*** DATA LISTING Section Begins ***

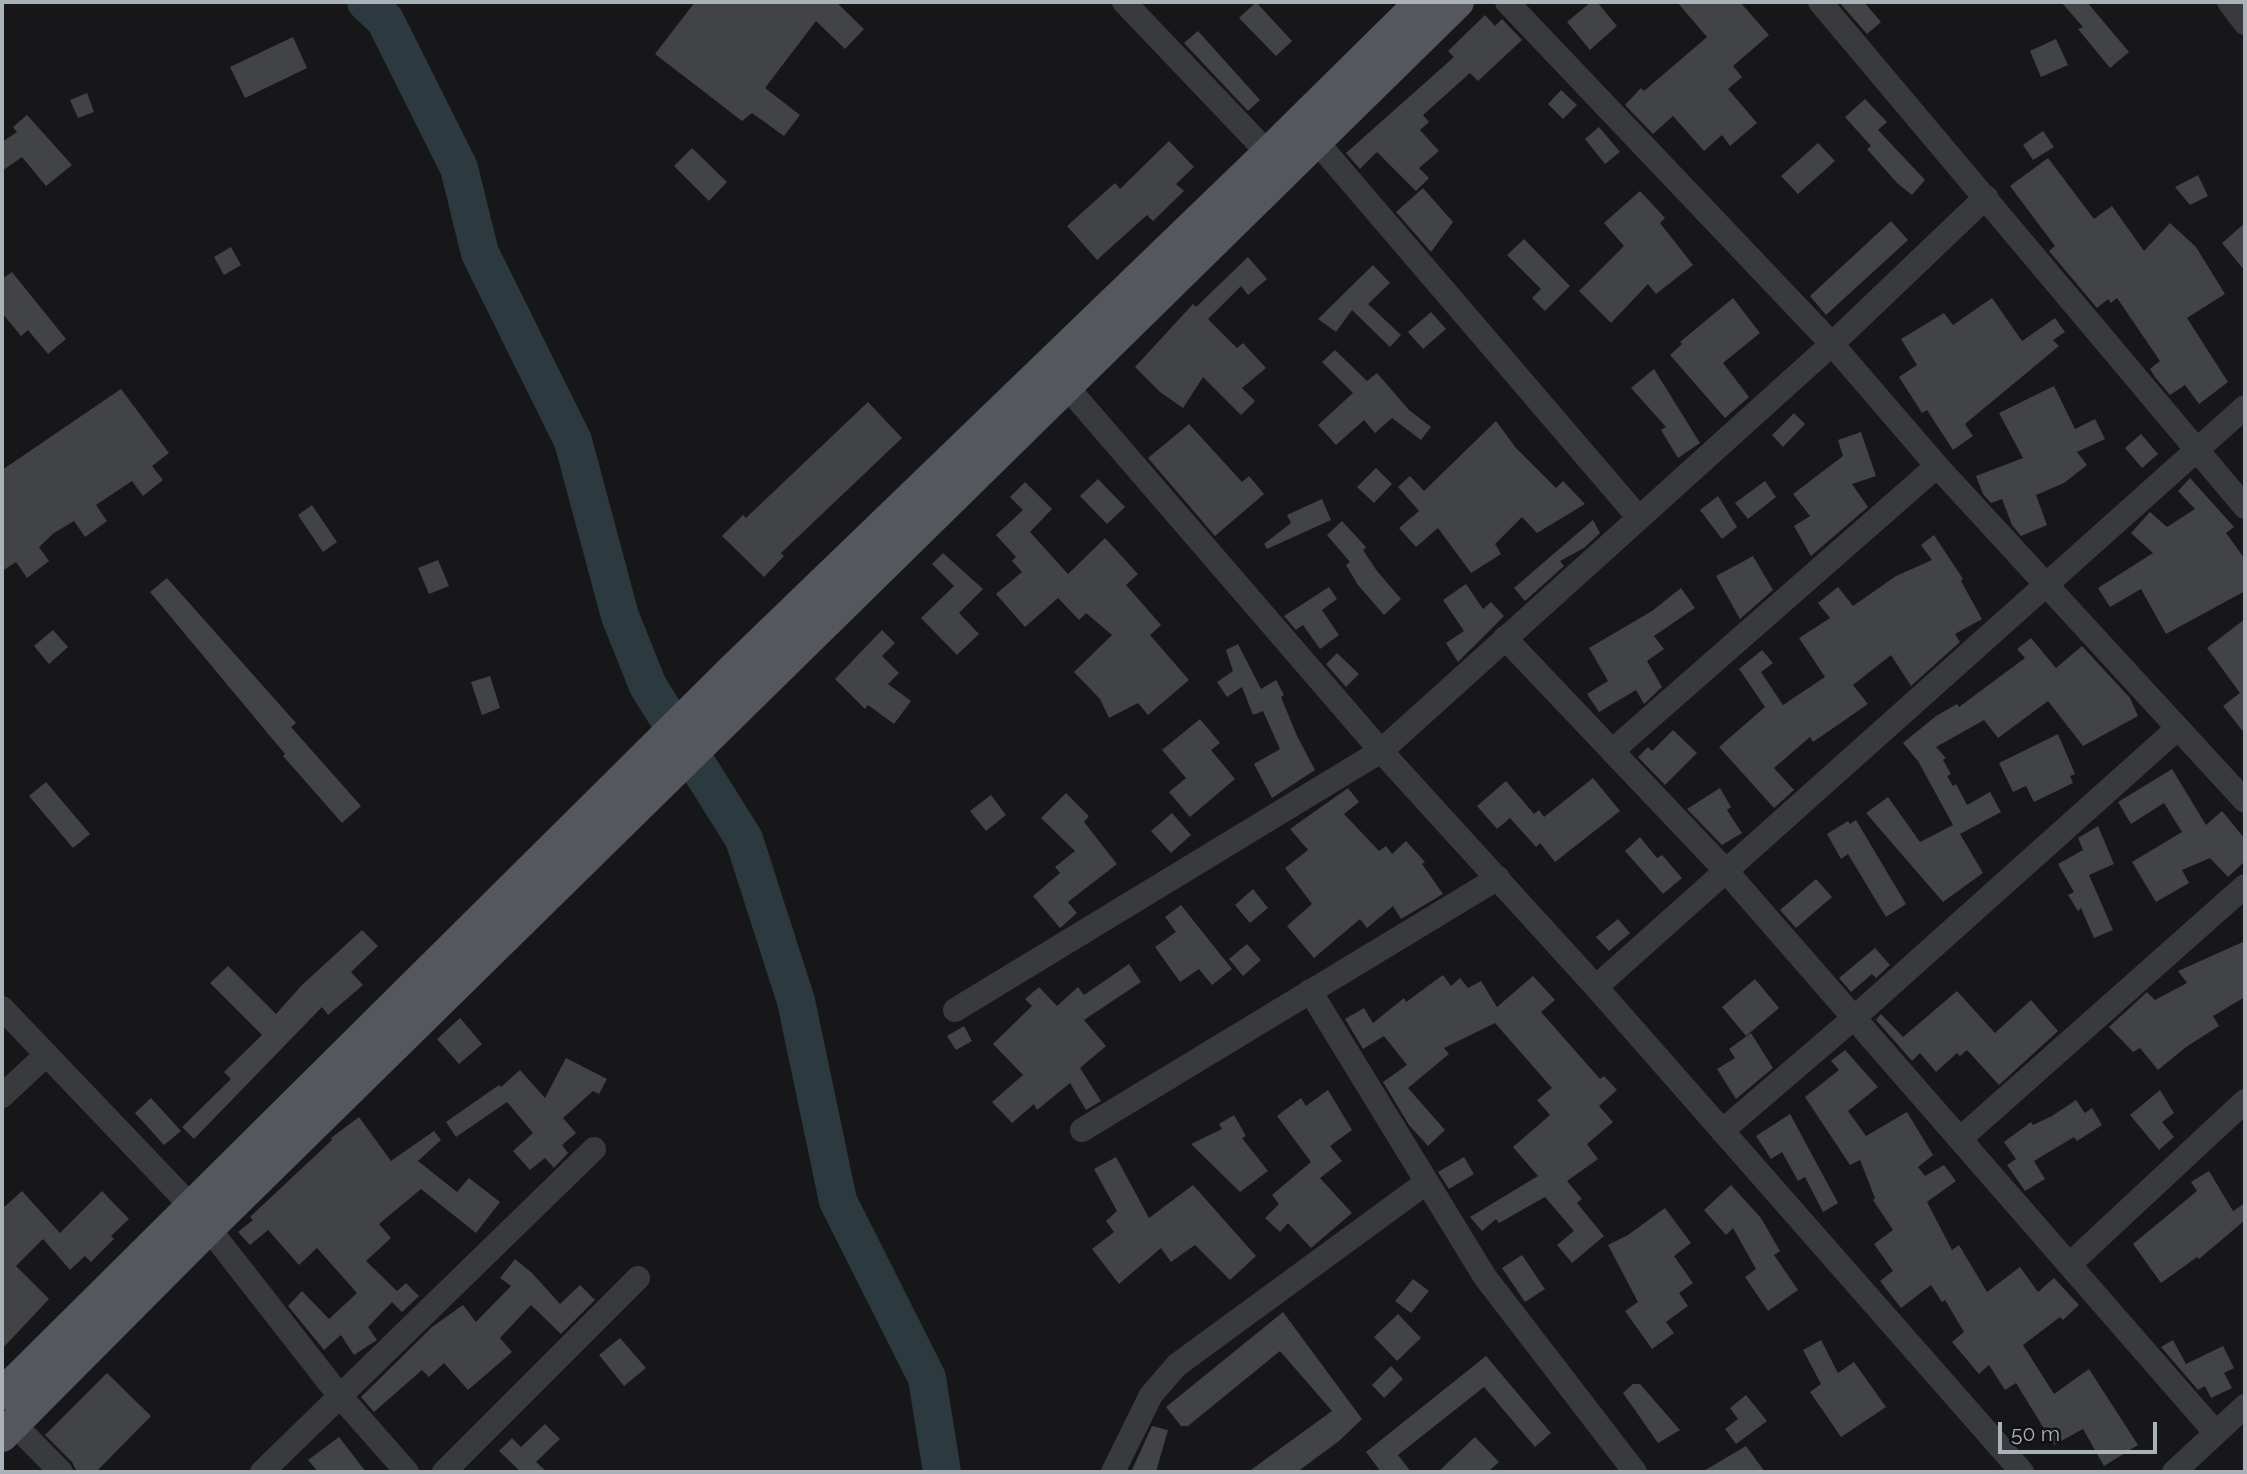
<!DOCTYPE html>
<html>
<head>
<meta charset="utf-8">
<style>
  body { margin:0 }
  #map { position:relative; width:2247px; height:1474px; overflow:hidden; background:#171719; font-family:Raleway,sans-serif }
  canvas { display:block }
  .frame { position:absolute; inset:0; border:4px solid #a9b1b9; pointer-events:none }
  .scale { position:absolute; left:1998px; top:1422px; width:159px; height:32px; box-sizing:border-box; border:4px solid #a9b1b9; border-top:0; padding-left:9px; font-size:21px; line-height:24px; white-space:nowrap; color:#a9b1b9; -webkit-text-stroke:5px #121214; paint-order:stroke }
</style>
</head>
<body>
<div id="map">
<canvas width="2247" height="1474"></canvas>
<div class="frame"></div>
<div class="scale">50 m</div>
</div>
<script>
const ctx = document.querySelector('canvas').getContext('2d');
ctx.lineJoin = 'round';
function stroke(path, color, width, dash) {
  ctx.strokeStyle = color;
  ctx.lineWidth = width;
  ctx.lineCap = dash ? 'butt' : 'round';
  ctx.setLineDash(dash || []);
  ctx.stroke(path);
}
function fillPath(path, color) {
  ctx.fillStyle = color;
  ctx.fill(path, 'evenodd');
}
stroke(new Path2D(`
  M366,2L385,20L459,168L480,253L573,441L620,616L648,686L744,839L796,1001L838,1201L927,1378L942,1472`), '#2c393e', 38);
fillPath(new Path2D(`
  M695,2H836L864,29L845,49L816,21L765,88L800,115L784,136L752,113L742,121L655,54Z
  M1256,2L1292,41L1276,56L1239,18Z
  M1591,2H1597L1617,26L1590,50L1567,22Z
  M1677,2H1740L1769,35L1733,66L1742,77L1728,89L1757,123L1730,146L1722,135L1704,151L1673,116L1653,134L1625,105L1641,88L1644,91L1707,37Z
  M1839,2H1864L1881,22L1867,34Z
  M2061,2H2087L2129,52L2110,68L2078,29L2083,27Z
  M1485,15L1495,26L1502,19L1522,40L1478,81L1470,73L1423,115L1429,122L1420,130L1439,151L1419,168L1429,178L1416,191L1377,152L1360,169L1346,153L1454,57L1448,51Z
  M1198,31L1260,100L1248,111L1184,43Z
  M293,37L307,68L245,98L230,67Z
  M2056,39L2068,65L2041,77L2030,51Z
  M1561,90L1577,105L1563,119L1548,104Z
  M87,93L94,112L78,118L70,100Z
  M1865,99L1887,122L1878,130L1925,180L1912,195L1897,183L1867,149L1871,146L1845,117Z
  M27,115L72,165L46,186L22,157L2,171V142L17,132L13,127Z
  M1599,127L1620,152L1605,164L1585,139Z
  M2043,131L2054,147L2033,160L2023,145Z
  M1169,141L1194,167L1176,184L1184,191L1153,221L1147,215L1097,260L1067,226L1115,183L1120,189Z
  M1818,143L1835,161L1798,194L1781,176Z
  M692,148L727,182L709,201L674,166Z
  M2048,158L2094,219L2112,206L2144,251L2170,223L2196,247L2225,294L2187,318L2228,382L2199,404L2185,385L2170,395L2155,377L2150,369L2160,361L2117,298L2111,303L2108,299L2097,308L2049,251L2055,246L2010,186Z
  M2198,175L2208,196L2190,205L2175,187Z
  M1423,188L1453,222L1431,252L1396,212Z
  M1640,191L1665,218L1660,223L1693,265L1656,294L1648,284L1611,323L1579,291L1624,246L1604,223Z
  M1891,221L1908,240L1826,315L1810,296Z
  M2245,223V271L2222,243Z
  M1524,239L1570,286L1545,311L1532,298L1541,289L1507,255Z
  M231,247L241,265L224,275L214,257Z
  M1248,257L1267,279L1248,295L1241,286L1208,319L1237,348L1243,343L1266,368L1242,388L1255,401L1241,415L1203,377L1183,408L1160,392L1135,367L1193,304L1196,307Z
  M1373,265L1390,283L1368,304L1401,335L1390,347L1352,310L1336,332L1318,319Z
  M12,272L66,339L48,354L28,330L21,336L2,313V279Z
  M1733,298L1760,333L1723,363L1749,397L1725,418L1670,355L1682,344L1680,342Z
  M1992,298L2022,341L2055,318L2065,332L2053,340L2059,346L1965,424L1973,436L1953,450L1927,410L1922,413L1899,377L1917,365L1901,339L1944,313L1953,325Z
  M1431,312L1446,329L1423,349L1408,332Z
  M1335,350L1367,381L1377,373L1409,410L1431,427L1421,440L1392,418L1375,433L1364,420L1336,445L1318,425L1353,393L1322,362Z
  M1654,369L1700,443L1678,458L1661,430L1666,427L1631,388Z
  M2054,386L2075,429L2095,419L2105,439L2077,452L2087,465L2064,483L2036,495L2047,525L2021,536L2012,525L2002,499L1991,503L1983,494L1976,476L2023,458L1999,413Z
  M121,389L169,453L152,466L163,480L143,496L132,481L96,505L107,521L85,537L74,521L54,533L39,547L49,561L27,578L16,562L2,571V470Z
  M868,402L902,438L781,553L784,556L764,577L722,536L743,515L746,518Z
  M1794,413L1805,424L1783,447L1772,435Z
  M1496,421L1516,448L1556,488L1563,481L1585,504L1537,533L1522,517L1495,544L1501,554L1471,573L1438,528L1416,547L1399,528L1419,511L1398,487L1410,476L1424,491Z
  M1189,424L1242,482L1249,476L1264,494L1215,536L1148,458Z
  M1861,432L1876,476L1852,484L1868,507L1811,556L1794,526L1810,516L1793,494L1843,456L1838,440Z
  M2141,434L2158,454L2142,468L2125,448Z
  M1376,468L1392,484L1374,503L1357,487Z
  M2190,478L2234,527L2226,533L2245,559V591L2166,634L2141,589L2110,607L2098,588L2153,553L2131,533L2150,512L2167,527L2195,509L2178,491Z
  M1098,479L1125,507L1107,524L1080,496Z
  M1765,481L1776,497L1748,519L1735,503Z
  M1025,482L1052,509L1030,532L1068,574L1105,538L1138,574L1126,585L1161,625L1150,635L1189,680L1148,715L1138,703L1109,718L1100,699L1074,672L1112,635L1086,613L1079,620L1058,598L1025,627L996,594L1022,572L1012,561L1016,557L996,535L1023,510L1010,497Z
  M1718,496L1737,527L1722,539L1700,510Z
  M1322,499L1331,520L1267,549L1264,544L1291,523L1287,515Z
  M312,505L337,542L323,552L298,515Z
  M1593,520L1600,533L1584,548L1560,561L1564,566L1525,601L1514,588Z
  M1342,521L1366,547L1363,550L1377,571L1401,599L1384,615L1358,585L1346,565L1350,562L1327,535Z
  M1934,535L1963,579L1961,581L1982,619L1955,634L1960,642L1911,686L1891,655L1853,685L1868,704L1813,742L1810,737L1774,768L1794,790L1774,808L1719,747L1765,707L1739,669L1762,650L1773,663L1761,672L1783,705L1825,677L1799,638L1830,618L1818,603L1838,587L1853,606L1896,576L1932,560L1921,545Z
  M943,553L983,589L959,613L979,634L957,655L921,618L954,586L932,564Z
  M1753,556L1773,590L1740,619L1716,576Z
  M438,560L449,586L429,594L418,568Z
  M167,578L296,723L291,727L361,806L342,823L283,756L285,754L150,592Z
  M1466,584L1483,609L1491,602L1504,616L1458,662L1446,643L1464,631L1443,600Z
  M1329,587L1337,599L1322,610L1339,635L1320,649L1303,625L1296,630L1284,616Z
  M1681,588L1695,608L1654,636L1664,649L1647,661L1662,687L1644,704L1636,690L1599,712L1587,694L1608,681L1589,648L1652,611Z
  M2245,619V734L2223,706L2240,693L2207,648Z
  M53,630L68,647L49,664L34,646Z
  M882,630L895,643L882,656L899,673L888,684L911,701L894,724L868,705L865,709L835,679Z
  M2031,638L2056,668L2082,646L2130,698L2138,716L2083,746L2048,701L1998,738L1984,720L1936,747L1946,758L1943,760L1951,774L1947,776L1953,786L1956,784L1967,805L1990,792L2001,812L1960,834L1983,873L1943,902L1866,813L1888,797L1920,842L1953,825L1918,761L1903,743L1936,716L1957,704L1959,707L2025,658L2017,649Z
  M1238,644L1261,689L1276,680L1284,695L1281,697L1297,736L1315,770L1272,798L1254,764L1280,749L1263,711L1253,715L1242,687L1227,697L1217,682L1233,671L1226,650Z
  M1337,653L1359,674L1346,687L1326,664Z
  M490,676L500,708L482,715L471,682Z
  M1200,719L1220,743L1211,750L1235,779L1190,817L1169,792L1186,778L1162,750Z
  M1673,730L1697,753L1665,785L1638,757L1648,747L1652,751Z
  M2058,734L2075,774L2070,776L2073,783L2034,802L2026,786L2013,792L1999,763Z
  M2172,769L2206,825L2222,811L2245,839V861L2228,877L2210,858L2182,870L2189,883L2156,902L2132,862L2182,832L2164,803L2131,824L2118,802Z
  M1593,778L1620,811L1555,862L1540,843L1536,847L1510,818L1497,829L1477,806L1506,781L1534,814L1539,810L1544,817Z
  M46,782L90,834L73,848L29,796Z
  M1348,788L1359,802L1344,814L1379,851L1386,846L1392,854L1406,841L1425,862L1422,864L1443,894L1401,919L1393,906L1367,928L1360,919L1314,958L1287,926L1312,904L1285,868L1308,850L1290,829Z
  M1720,788L1731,807L1727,810L1742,833L1722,845L1687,809Z
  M1066,793L1089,816L1084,822L1117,864L1068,902L1077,913L1060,928L1033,896L1060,873L1055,867L1075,851L1041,818Z
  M991,795L1006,815L986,831L970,811Z
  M1172,813L1191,835L1171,853L1151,831Z
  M1856,820L1906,904L1886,917L1848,854L1841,859L1827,834L1848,821L1850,824Z
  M2098,826L2114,864L2089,875L2113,930L2094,938L2081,908L2078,911L2068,895L2074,892L2058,864L2083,850L2078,838Z
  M1640,837L1657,858L1662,855L1682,878L1663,894L1625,851Z
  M1816,879L1832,897L1796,928L1780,910Z
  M1253,889L1268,908L1250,923L1235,905Z
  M1181,905L1232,969L1212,985L1199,969L1180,982L1155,947L1176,932L1165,917Z
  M1618,919L1630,933L1609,951L1596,937Z
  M362,930L378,946L351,972L363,985L328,1015L322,1007L194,1139L182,1127L231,1079L224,1072L262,1035L210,983L228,966L276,1014L302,985Z
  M2245,941V997L2213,1016L2219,1026L2186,1047L2158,1070L2140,1048L2133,1052L2109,1027L2147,992L2155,1000L2187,983L2178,971Z
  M1247,944L1261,960L1243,976L1229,959Z
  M1875,948L1890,965L1876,978L1872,974L1851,992L1839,978Z
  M1129,964L1141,982L1084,1020L1106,1046L1080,1068L1101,1101L1086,1110L1070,1083L1037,1110L1034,1104L1012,1123L992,1102L1023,1075L993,1044L1032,1006L1025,999L1039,987L1057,1006L1078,987L1084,995Z
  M1443,975L1451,986L1460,978L1468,988L1481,981L1497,1007L1533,976L1555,1000L1541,1012L1600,1079L1604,1076L1617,1090L1599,1106L1613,1122L1587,1144L1598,1159L1567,1181L1582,1199L1577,1203L1604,1236L1572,1263L1557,1245L1574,1231L1545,1197L1499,1223L1496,1219L1482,1231L1470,1217L1538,1176L1513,1147L1550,1115L1537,1100L1552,1088L1495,1023L1444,1048L1449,1054L1408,1088L1445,1130L1428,1146L1409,1125L1383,1082L1407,1065L1384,1036L1363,1049L1345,1019L1364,1008L1373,1023L1404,998L1406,1002Z
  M1755,979L1779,1008L1746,1036L1722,1007Z
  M1957,991L1995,1033L2031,1000L2058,1031L1999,1085L1967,1050L1960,1056L1957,1053L1936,1072L1920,1053L1912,1061L1876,1020L1881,1014L1903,1037Z
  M460,1018L482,1044L459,1064L437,1039Z
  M964,1026L972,1041L956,1050L947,1036Z
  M1751,1033L1773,1068L1736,1099L1717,1069L1735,1058L1729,1049Z
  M1845,1050L1878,1087L1848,1111L1866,1136L1907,1112L1933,1155L1918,1167L1925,1176L1944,1165L1956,1181L1927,1202L1952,1250L1959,1245L1987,1292L2020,1267L2038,1292L2054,1278L2079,1305L2063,1320L2060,1317L2023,1345L2054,1394L2089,1369L2138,1445L2104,1466L2083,1429L2054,1445L2016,1383L2005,1390L1989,1365L1979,1374L1952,1342L1964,1332L1945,1300L1942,1302L1931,1285L1901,1308L1880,1281L1893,1271L1874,1244L1893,1230L1873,1200L1875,1198L1860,1160L1850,1165L1805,1097L1839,1070L1831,1061Z
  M566,1058L607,1079L599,1094L593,1091L563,1118L576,1133L562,1145L568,1153L554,1168L545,1158L530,1170L513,1151L533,1133L507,1102L456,1137L446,1122L499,1085L501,1087L520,1070L545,1098Z
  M1328,1090L1352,1130L1330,1146L1342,1161L1320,1178L1352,1213L1311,1248L1288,1223L1280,1232L1265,1218L1279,1204L1272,1195L1311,1162L1277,1116L1301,1098L1306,1106Z
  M2160,1090L2174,1113L2162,1122L2174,1137L2159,1150L2130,1115Z
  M151,1098L181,1131L164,1145L135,1113Z
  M2076,1100L2085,1113L2092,1108L2102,1125L2077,1141L2074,1137L2034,1161L2045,1179L2025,1191L2007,1165L2016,1159L2004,1142L2031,1122L2033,1125L2052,1116Z
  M1790,1114L1838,1203L1823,1212L1805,1177L1798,1181L1782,1152L1771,1159L1756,1136Z
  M1234,1115L1246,1136L1242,1138L1268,1171L1240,1192L1191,1144L1222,1129L1219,1124Z
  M359,1117L391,1161L434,1131L441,1140L418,1161L457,1192L469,1178L500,1202L476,1233L421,1189L379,1224L391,1238L366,1261L397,1291L406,1283L419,1296L402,1312L392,1302L368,1327L377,1340L354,1355L341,1335L324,1350L288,1306L302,1291L329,1319L357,1293L317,1248L299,1265L268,1230L250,1245L238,1232L253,1220L250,1217L332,1140L331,1138Z
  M1116,1157L1149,1218L1193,1185L1256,1256L1230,1280L1195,1245L1171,1262L1161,1248L1119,1284L1092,1249L1114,1232L1106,1221L1117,1211L1094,1169Z
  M1464,1157L1474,1174L1449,1189L1438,1172Z
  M2209,1171L2233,1211L2245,1203V1220L2199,1259L2197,1257L2161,1283L2133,1244L2197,1191L2191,1182Z
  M1731,1185L1761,1218L1780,1251L1774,1255L1798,1290L1768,1311L1745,1277L1756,1269L1733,1228L1726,1235L1704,1210Z
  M22,1191L60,1233L102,1191L129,1219L111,1236L114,1239L91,1262L85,1256L70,1270L43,1239L16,1266L49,1299L2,1349V1209Z
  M1665,1208L1691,1243L1674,1256L1693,1283L1679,1293L1688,1306L1666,1322L1674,1333L1652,1349L1625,1311L1638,1302L1608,1245L1628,1235Z
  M1522,1255L1545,1289L1525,1302L1502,1268Z
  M515,1259L532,1273L560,1304L580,1285L595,1300L561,1334L531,1305L500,1338L512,1352L468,1390L444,1363L429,1377L422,1370L374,1412L361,1397L432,1327L463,1305L476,1322L511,1286L500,1278Z
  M1413,1279L1429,1291L1411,1313L1395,1301Z
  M1283,1312L1362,1419L1339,1441L1297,1472H1248L1332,1411L1280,1351L1188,1426H1181L1166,1407Z
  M1398,1314L1421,1338L1397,1361L1374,1337Z
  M620,1338L646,1368L624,1386L599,1355Z
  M1821,1340L1838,1373L1854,1362L1886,1407L1841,1437L1810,1392L1821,1384L1803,1350Z
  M2173,1340L2186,1364L2223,1346L2234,1368L2224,1373L2232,1388L2211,1398L2205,1386L2198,1390L2161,1347Z
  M1486,1356L1551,1433L1535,1447L1484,1387L1398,1455L1411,1472H1381L1366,1452Z
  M1391,1366L1403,1379L1384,1398L1372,1385Z
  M107,1373L151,1416L96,1472H77L72,1462L45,1435Z
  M1633,1384H1640L1680,1430L1658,1443L1623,1393Z
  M1746,1395L1767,1421L1736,1444L1725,1429L1738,1419L1730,1408Z
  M545,1424L560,1439L536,1462L547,1472H521L499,1451L512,1438L521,1447Z
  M1152,1426L1168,1430L1156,1472H1131Z
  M339,1437L366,1472H318L308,1460Z
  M1475,1437L1499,1462L1488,1472H1438Z
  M1746,1446L1765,1472H1702Z`), '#414346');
stroke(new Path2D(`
  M1124,2L1268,153
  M1507,2L1832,344L1937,466L2245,801
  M1820,2L2245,507
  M2229,2L2245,23
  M1317,142L1639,518
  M1055,373L1381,751L1596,987L2022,1472
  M1505,638L1726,871L2216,1433
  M1612,751L1937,466
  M1596,987L2245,407
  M1310,991L1485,1277L1635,1472
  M2,1008L192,1207L339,1395L407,1472
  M955,1010L1381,751L1832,344L1986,197
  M2,1096L46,1055
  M1082,1130L1498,878
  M1722,1131L1855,1017L2178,728
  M1961,1138L2245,886
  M2070,1264L2245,1101
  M14,1424L61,1472
  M262,1472L594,1149
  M444,1472L638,1278
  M1113,1472L1151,1395L1177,1365L1427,1182
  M2174,1472L2245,1406`), '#383a3e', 24);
stroke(new Path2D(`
  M2,1394L732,670L1268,153L1421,2
  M2,1436L209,1228L1458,2`), '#54575d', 32);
</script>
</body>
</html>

*** DATA LISTING Section Ends ***

EXERCISE PROMPT: Could you please write out exactly the lines from the start of the entries above through the line that holds "M2061,2H2087L2129,52L2110,68L2078,29L2083,27Z", both included, with no pictures?

REPLY:
<!DOCTYPE html>
<html>
<head>
<meta charset="utf-8">
<style>
  body { margin:0 }
  #map { position:relative; width:2247px; height:1474px; overflow:hidden; background:#171719; font-family:Raleway,sans-serif }
  canvas { display:block }
  .frame { position:absolute; inset:0; border:4px solid #a9b1b9; pointer-events:none }
  .scale { position:absolute; left:1998px; top:1422px; width:159px; height:32px; box-sizing:border-box; border:4px solid #a9b1b9; border-top:0; padding-left:9px; font-size:21px; line-height:24px; white-space:nowrap; color:#a9b1b9; -webkit-text-stroke:5px #121214; paint-order:stroke }
</style>
</head>
<body>
<div id="map">
<canvas width="2247" height="1474"></canvas>
<div class="frame"></div>
<div class="scale">50 m</div>
</div>
<script>
const ctx = document.querySelector('canvas').getContext('2d');
ctx.lineJoin = 'round';
function stroke(path, color, width, dash) {
  ctx.strokeStyle = color;
  ctx.lineWidth = width;
  ctx.lineCap = dash ? 'butt' : 'round';
  ctx.setLineDash(dash || []);
  ctx.stroke(path);
}
function fillPath(path, color) {
  ctx.fillStyle = color;
  ctx.fill(path, 'evenodd');
}
stroke(new Path2D(`
  M366,2L385,20L459,168L480,253L573,441L620,616L648,686L744,839L796,1001L838,1201L927,1378L942,1472`), '#2c393e', 38);
fillPath(new Path2D(`
  M695,2H836L864,29L845,49L816,21L765,88L800,115L784,136L752,113L742,121L655,54Z
  M1256,2L1292,41L1276,56L1239,18Z
  M1591,2H1597L1617,26L1590,50L1567,22Z
  M1677,2H1740L1769,35L1733,66L1742,77L1728,89L1757,123L1730,146L1722,135L1704,151L1673,116L1653,134L1625,105L1641,88L1644,91L1707,37Z
  M1839,2H1864L1881,22L1867,34Z
  M2061,2H2087L2129,52L2110,68L2078,29L2083,27Z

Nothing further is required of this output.